The whole "nation of wimps" or "let the kids play outdoors" movement seems to be growing, according to this recent New York Times article.
A kid with an Xbox can blow up the planet, but he can’t scrape his knee or even grow short of breath. A stone-skipper, though, might fall into a pond, forcing one of his resourceful buddies to snap a branch off a nearby maple tree and hold it out to him before he drowns.
Thus does parental protectiveness come full circle, with the deliberate promotion of character-building childhood mishaps. By pushing that baby-on-board overboard — particularly if that baby was born a male — we can encourage him, the thinking goes, to develop emotional sea legs. That’s the hidden redemptive promise behind the appeal of the “The Dangerous Book for Boys” and the rise of play-positive organizations like the Alliance for Childhood: It’s not too late to raise a scrapper, even if he grew up eating organic and riding to Montessori school in a Volvo.
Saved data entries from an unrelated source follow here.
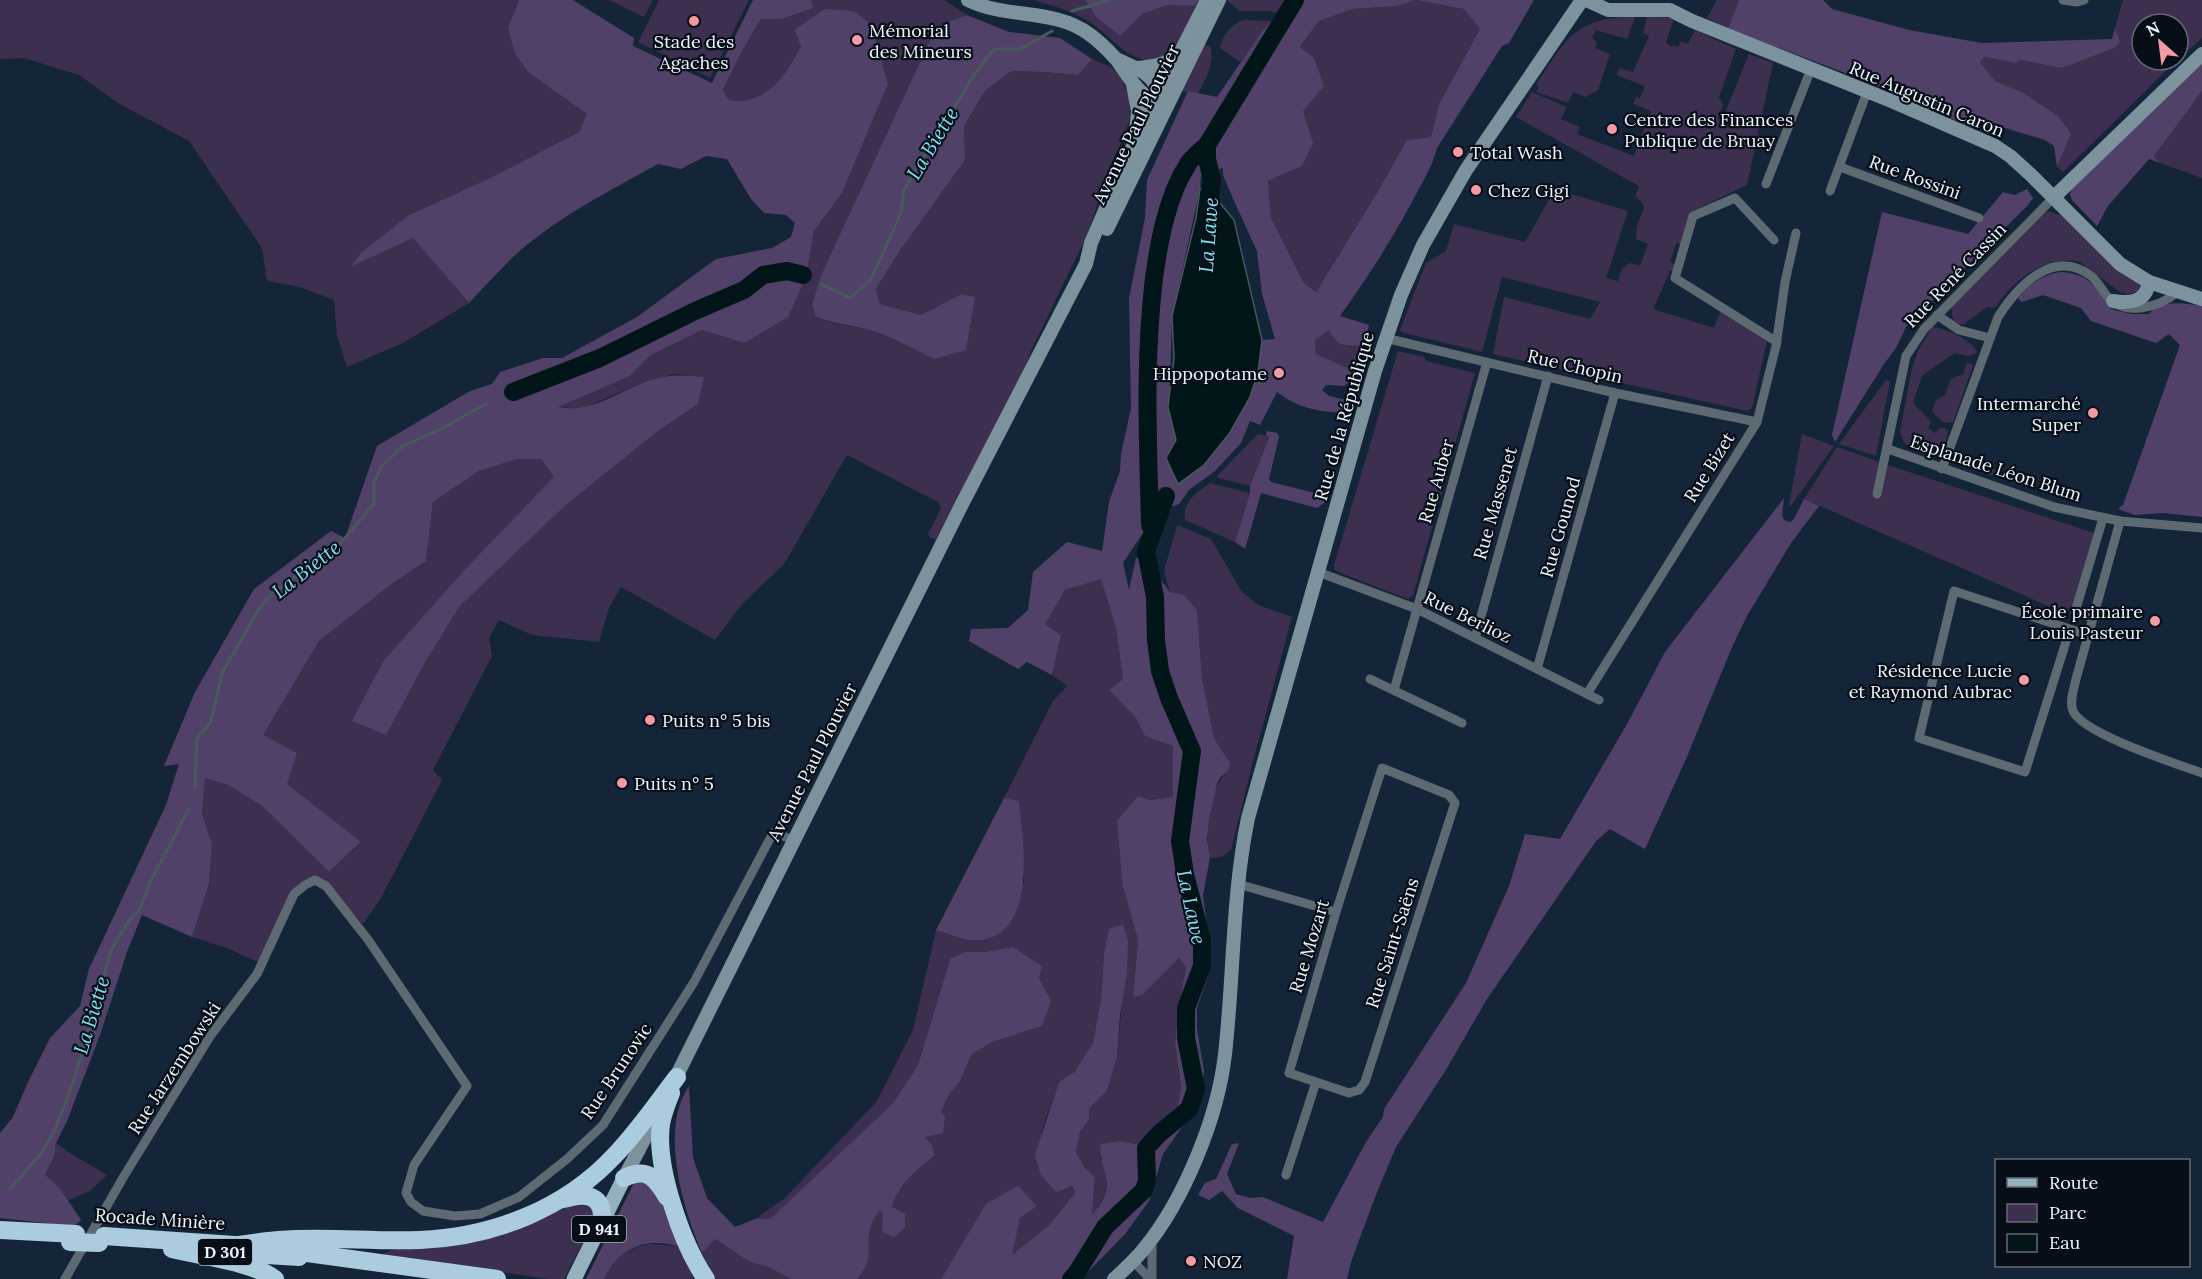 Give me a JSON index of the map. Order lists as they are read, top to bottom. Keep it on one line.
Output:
{"streets":{"highway":["Rocade Minière","D 301"],"main road":["Rue Augustin Caron","Avenue Paul Plouvier","Rue de la République","D 941"],"street":["Rue Rossini","Rue René Cassin","Rue Chopin","Rue Bizet","Esplanade Léon Blum","Rue Auber","Rue Massenet","Rue Gounod","Rue Berlioz","Rue Saint-Saëns","Rue Mozart","Rue Jarzembowski","Rue Brunovic"]},"crossings":[["Rue Augustin Caron","Rue René Cassin"],["Rue Augustin Caron","Rue de la République"],["Avenue Paul Plouvier","Rue Brunovic"],["Rue René Cassin","Esplanade Léon Blum"],["Rue Chopin","Rue de la République"],["Rue Chopin","Rue Bizet"],["Rue Chopin","Rue Auber"],["Rue Chopin","Rue Massenet"],["Rue Chopin","Rue Gounod"],["Rue de la République","Rue Berlioz"],["Rue Bizet","Rue Berlioz"],["Rue Auber","Rue Berlioz"],["Rue Massenet","Rue Berlioz"],["Rue Gounod","Rue Berlioz"],["Rue Saint-Saëns","Rue Mozart"],["Rue Jarzembowski","Rue Brunovic"]],"water":["La Biette","La Lawe"],"places":["Stade des Agaches","Mémorial des Mineurs","Centre des Finances Publique de Bruay","Total Wash","Chez Gigi","Hippopotame","Intermarché Super","École primaire Louis Pasteur","Résidence Lucie et Raymond Aubrac","Puits n° 5 bis","Puits n° 5","NOZ"],"legend":["Route","Parc","Eau"],"north":"top left"} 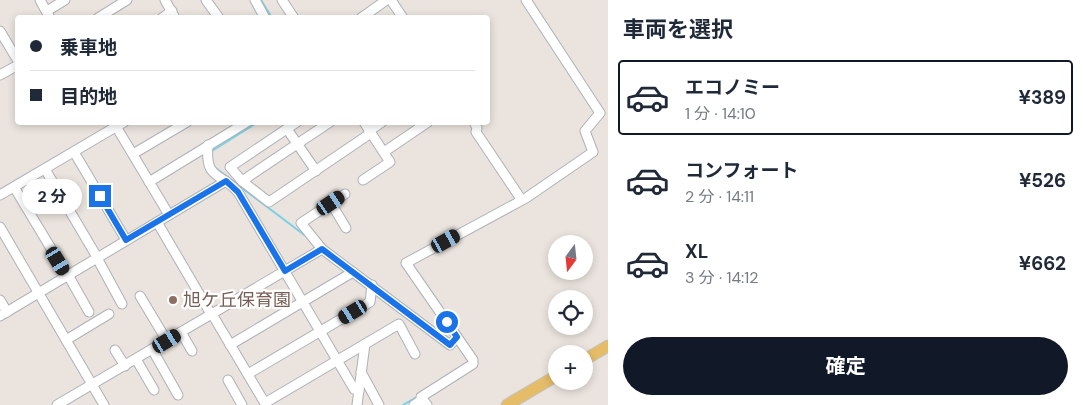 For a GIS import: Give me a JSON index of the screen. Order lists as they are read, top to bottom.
{
  "places": ["旭ケ丘保育園"],
  "north": "bottom",
  "page": {
    "heading": "車両を選択",
    "banner": ["乗車地", "目的地"],
    "list": [
      {
        "name": "エコノミー",
        "note": "1 分 · 14:10",
        "value": "¥389"
      },
      {
        "name": "コンフォート",
        "note": "2 分 · 14:11",
        "value": "¥526"
      },
      {
        "name": "XL",
        "note": "3 分 · 14:12",
        "value": "¥662"
      }
    ],
    "bubble": "2 分",
    "map_buttons": "+",
    "buttons": "確定"
  }
} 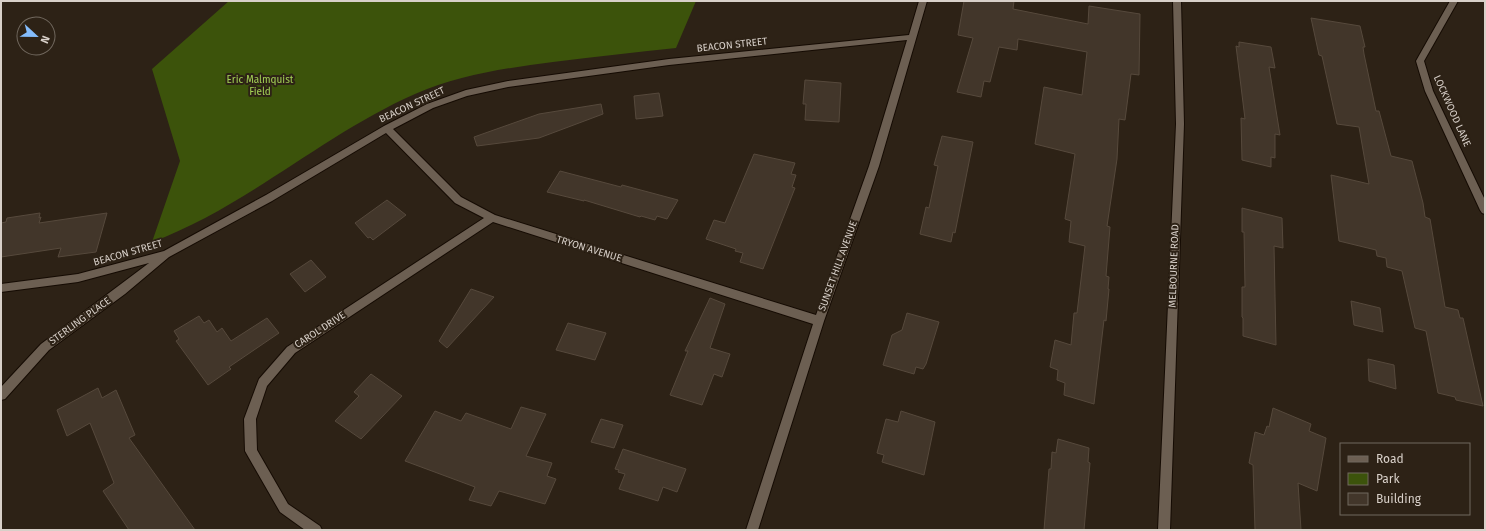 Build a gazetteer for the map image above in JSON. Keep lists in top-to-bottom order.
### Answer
{
  "streets": {
    "street": [
      "BEACON STREET",
      "LOCKWOOD LANE",
      "TRYON AVENUE",
      "SUNSET HILL AVENUE",
      "MELBOURNE ROAD",
      "STERLING PLACE",
      "CAROL DRIVE"
    ]
  },
  "crossings": [
    ["BEACON STREET", "TRYON AVENUE"],
    ["BEACON STREET", "SUNSET HILL AVENUE"],
    ["BEACON STREET", "STERLING PLACE"],
    ["TRYON AVENUE", "SUNSET HILL AVENUE"],
    ["TRYON AVENUE", "CAROL DRIVE"]
  ],
  "parks": ["Eric Malmquist Field"],
  "legend": ["Road", "Park", "Building"],
  "north": "right"
} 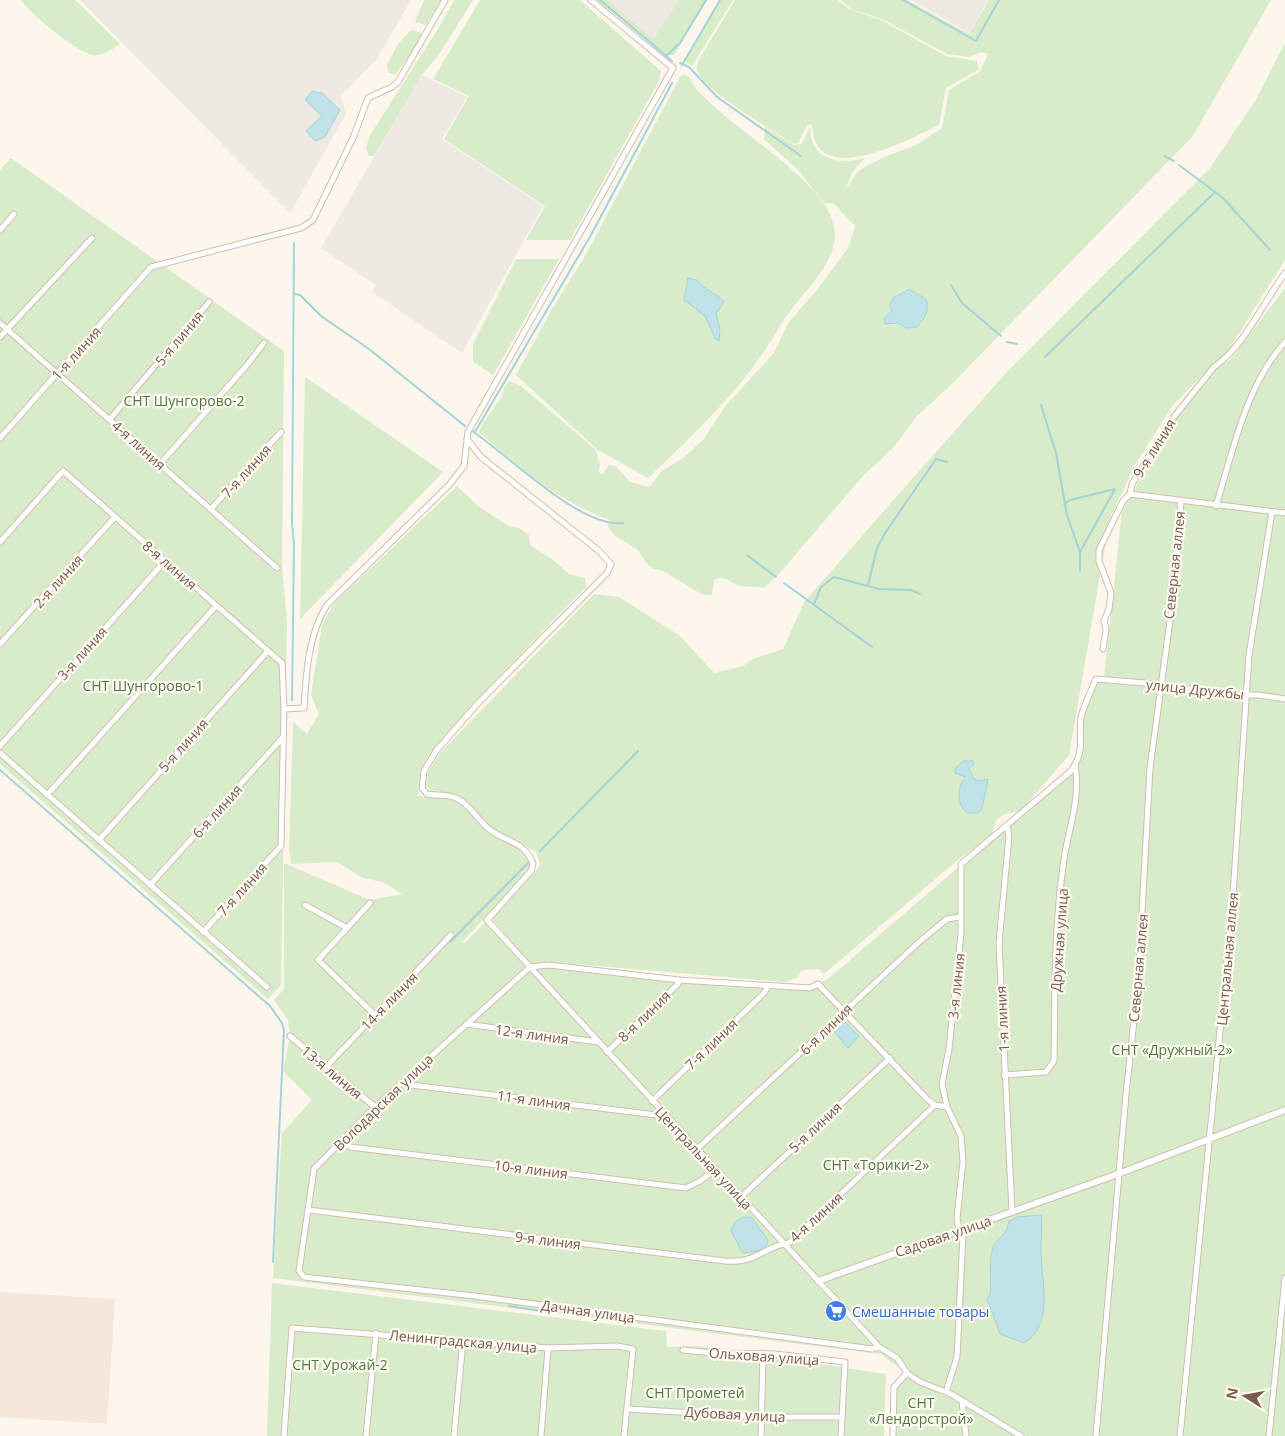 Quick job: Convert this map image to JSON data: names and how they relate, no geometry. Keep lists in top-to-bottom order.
{
  "streets": {
    "street": [
      "5-я линия",
      "1-я линия",
      "4-я линия",
      "9-я линия",
      "7-я линия",
      "8-я линия",
      "Северная аллея",
      "2-я линия",
      "3-я линия",
      "улица Дружбы",
      "6-я линия",
      "Дружная улица",
      "Центральная аллея",
      "14-я линия",
      "12-я линия",
      "13-я линия",
      "11-я линия",
      "Володарская улица",
      "Центральная улица",
      "10-я линия",
      "Садовая улица",
      "Дачная улица",
      "Ленинградская улица",
      "Ольховая улица",
      "Дубовая улица"
    ]
  },
  "crossings": [
    ["5-я линия", "4-я линия"],
    ["5-я линия", "8-я линия"],
    ["5-я линия", "Центральная улица"],
    ["1-я линия", "4-я линия"],
    ["1-я линия", "3-я линия"],
    ["1-я линия", "Дружная улица"],
    ["1-я линия", "Садовая улица"],
    ["4-я линия", "9-я линия"],
    ["4-я линия", "7-я линия"],
    ["4-я линия", "Центральная улица"],
    ["9-я линия", "Володарская улица"],
    ["9-я линия", "Центральная улица"],
    ["7-я линия", "6-я линия"],
    ["7-я линия", "Центральная улица"],
    ["8-я линия", "2-я линия"],
    ["8-я линия", "3-я линия"],
    ["8-я линия", "Центральная улица"],
    ["Северная аллея", "улица Дружбы"],
    ["Северная аллея", "Садовая улица"],
    ["3-я линия", "6-я линия"],
    ["улица Дружбы", "Дружная улица"],
    ["улица Дружбы", "Центральная аллея"],
    ["6-я линия", "Центральная улица"],
    ["Центральная аллея", "Садовая улица"],
    ["14-я линия", "13-я линия"],
    ["12-я линия", "Володарская улица"],
    ["12-я линия", "Центральная улица"],
    ["13-я линия", "Володарская улица"],
    ["11-я линия", "Володарская улица"],
    ["11-я линия", "Центральная улица"],
    ["Володарская улица", "Центральная улица"],
    ["Володарская улица", "10-я линия"],
    ["Володарская улица", "Дачная улица"],
    ["Центральная улица", "10-я линия"],
    ["Центральная улица", "Садовая улица"],
    ["Центральная улица", "Дачная улица"],
    ["Ленинградская улица", "Дубовая улица"],
    ["Ольховая улица", "Дубовая улица"]
  ],
  "parks": [
    "СНТ Шунгорово-2",
    "СНТ Шунгорово-1",
    "СНТ «Дружный-2»",
    "СНТ «Торики-2»",
    "СНТ Урожай-2",
    "СНТ Прометей",
    "СНТ «Лендорстрой»"
  ],
  "places": {
    "supermarket": ["Смешанные товары"]
  },
  "north": "left"
} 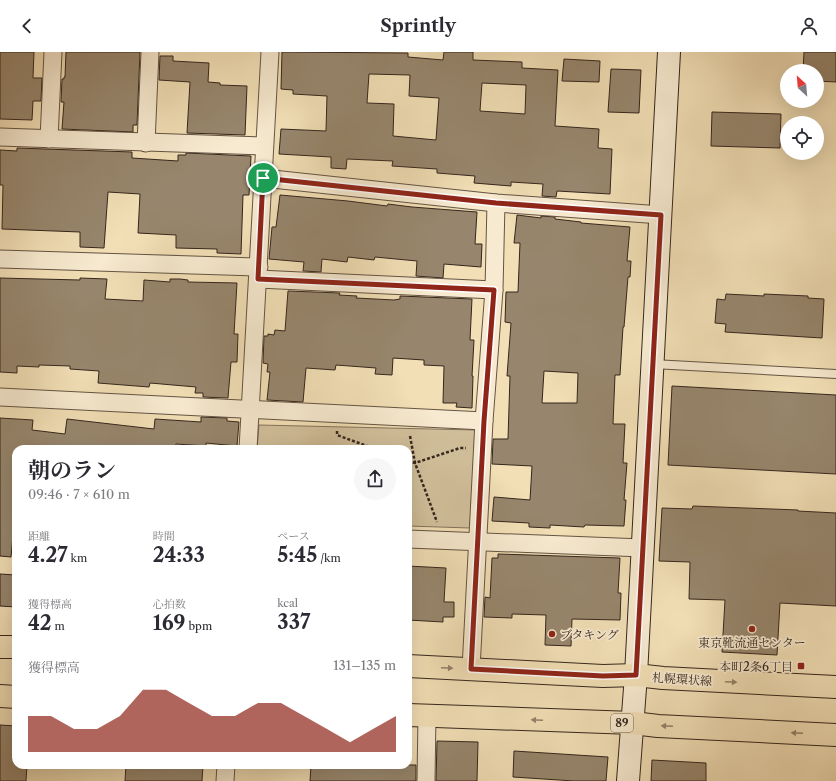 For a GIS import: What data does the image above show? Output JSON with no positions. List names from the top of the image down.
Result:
{
  "streets": {
    "main road": ["札幌環状線", "89"]
  },
  "places": {
    "other": ["東京靴流通センター", "ブタキング"],
    "transit": ["本町2条6丁目"]
  },
  "north": "top left",
  "page": {
    "header": "Sprintly",
    "heading": ["朝のラン", "09:46 · 7 × 610 m"],
    "stats": [
      ["距離", "4.27 km"],
      ["時間", "24:33"],
      ["ペース", "5:45 /km"],
      ["獲得標高", "42 m"],
      ["心拍数", "169 bpm"],
      ["kcal", "337"]
    ],
    "chart": ["獲得標高", "131–135 m"]
  }
}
I introduced some readings on the subject to last semester's nature-writing class, and some of the students wrote thoughtfully on the topic. Follow the "childhood" label for more, or just cruise the January-April 2007 archives.
We did not get around to discussing the Alliance for Childhood, but one student wrote an essay about the elimination of recess from elementary schools that she called "Silent Swings." (Give me a title with a good pun and you're halfway to an A.)